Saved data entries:
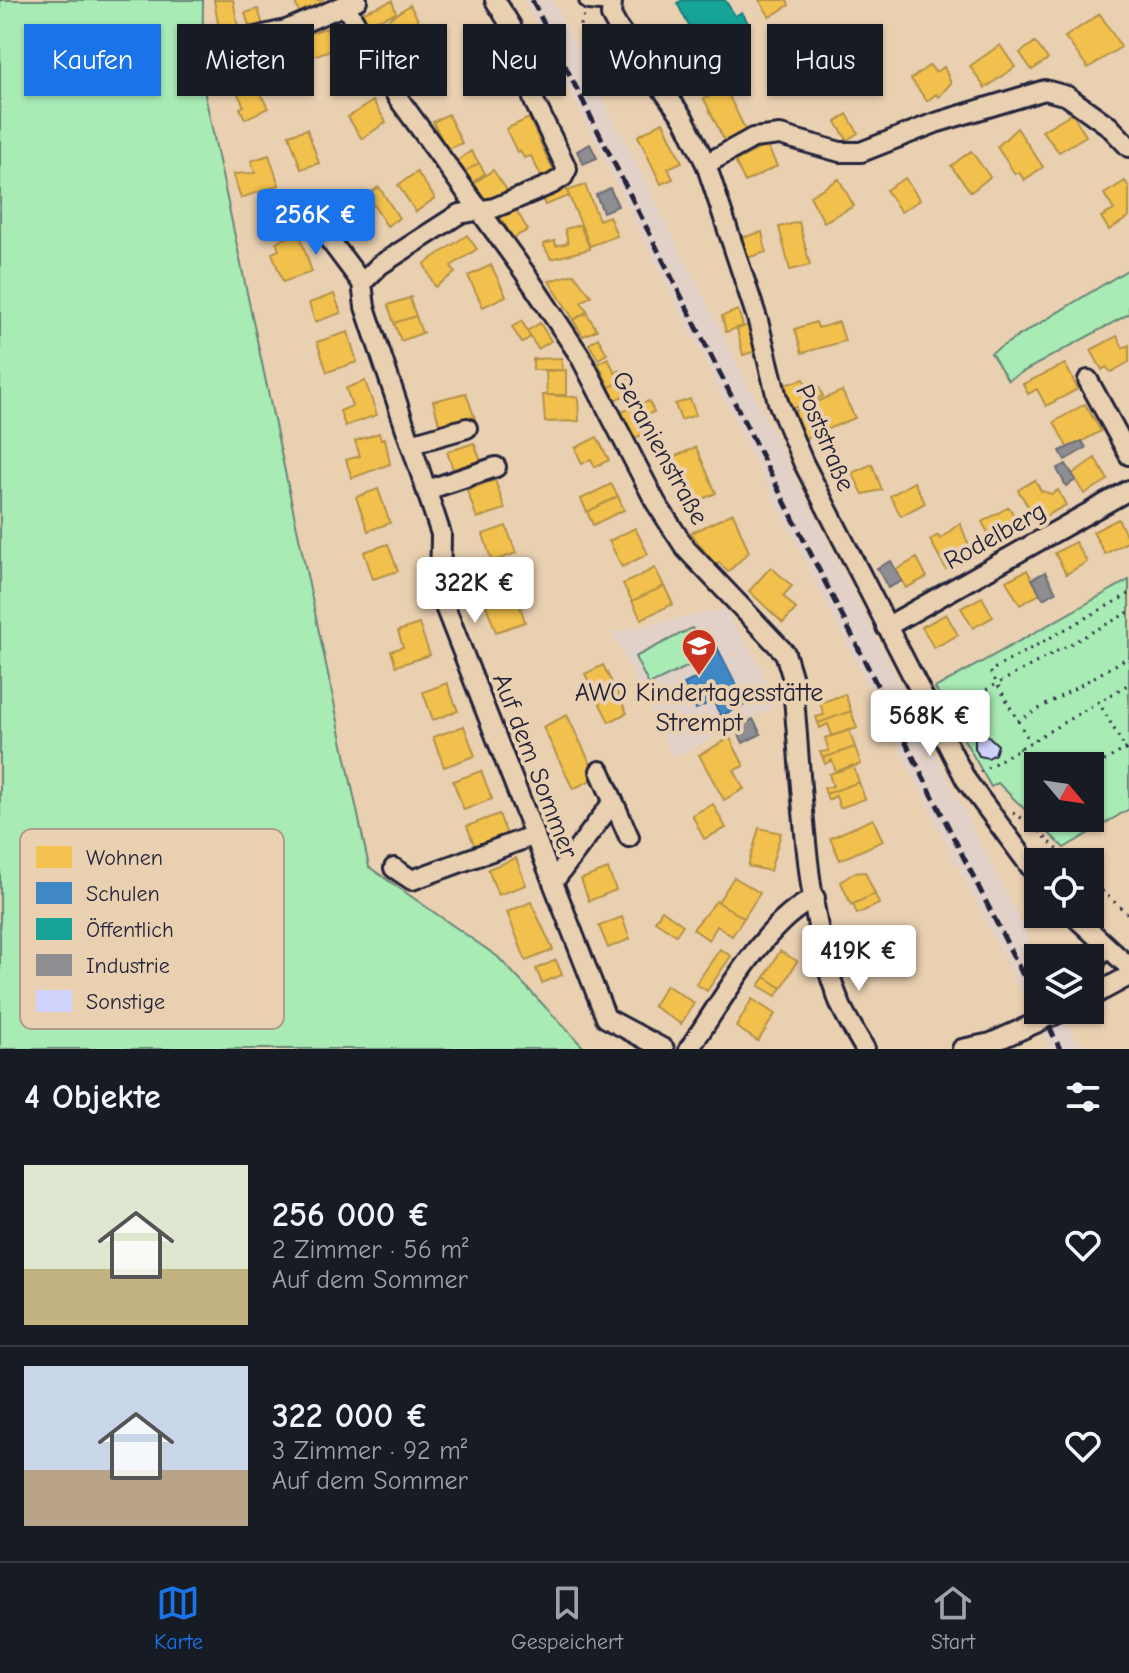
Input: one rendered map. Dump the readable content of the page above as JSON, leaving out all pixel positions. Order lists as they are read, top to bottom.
{
  "streets": {
    "street": [
      "Poststraße",
      "Geranienstraße",
      "Rodelberg",
      "Auf dem Sommer"
    ]
  },
  "crossings": [
    ["Poststraße", "Rodelberg"]
  ],
  "places": {
    "school or university": ["AWO Kindertagesstätte Strempt"]
  },
  "legend": [
    "Wohnen",
    "Schulen",
    "Öffentlich",
    "Industrie",
    "Sonstige"
  ],
  "north": "bottom right",
  "page": {
    "chip": [
      "Kaufen",
      "Mieten",
      "Filter",
      "Neu",
      "Wohnung",
      "Haus"
    ],
    "price": [
      "256K €",
      "322K €",
      "568K €",
      "419K €"
    ],
    "heading": "4 Objekte",
    "list": [
      {
        "name": "256 000 €",
        "note": "2 Zimmer · 56 m² · Auf dem Sommer"
      },
      {
        "name": "322 000 €",
        "note": "3 Zimmer · 92 m² · Auf dem Sommer"
      }
    ],
    "tabs": ["Karte", "Gespeichert", "Start"]
  }
}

- [WHAT TO DO]: Return every line of the data above exactly, and omit all pictures.

- [REPLY]:
Input: one rendered map. Dump the readable content of the page above as JSON, leaving out all pixel positions. Order lists as they are read, top to bottom.
{
  "streets": {
    "street": [
      "Poststraße",
      "Geranienstraße",
      "Rodelberg",
      "Auf dem Sommer"
    ]
  },
  "crossings": [
    ["Poststraße", "Rodelberg"]
  ],
  "places": {
    "school or university": ["AWO Kindertagesstätte Strempt"]
  },
  "legend": [
    "Wohnen",
    "Schulen",
    "Öffentlich",
    "Industrie",
    "Sonstige"
  ],
  "north": "bottom right",
  "page": {
    "chip": [
      "Kaufen",
      "Mieten",
      "Filter",
      "Neu",
      "Wohnung",
      "Haus"
    ],
    "price": [
      "256K €",
      "322K €",
      "568K €",
      "419K €"
    ],
    "heading": "4 Objekte",
    "list": [
      {
        "name": "256 000 €",
        "note": "2 Zimmer · 56 m² · Auf dem Sommer"
      },
      {
        "name": "322 000 €",
        "note": "3 Zimmer · 92 m² · Auf dem Sommer"
      }
    ],
    "tabs": ["Karte", "Gespeichert", "Start"]
  }
}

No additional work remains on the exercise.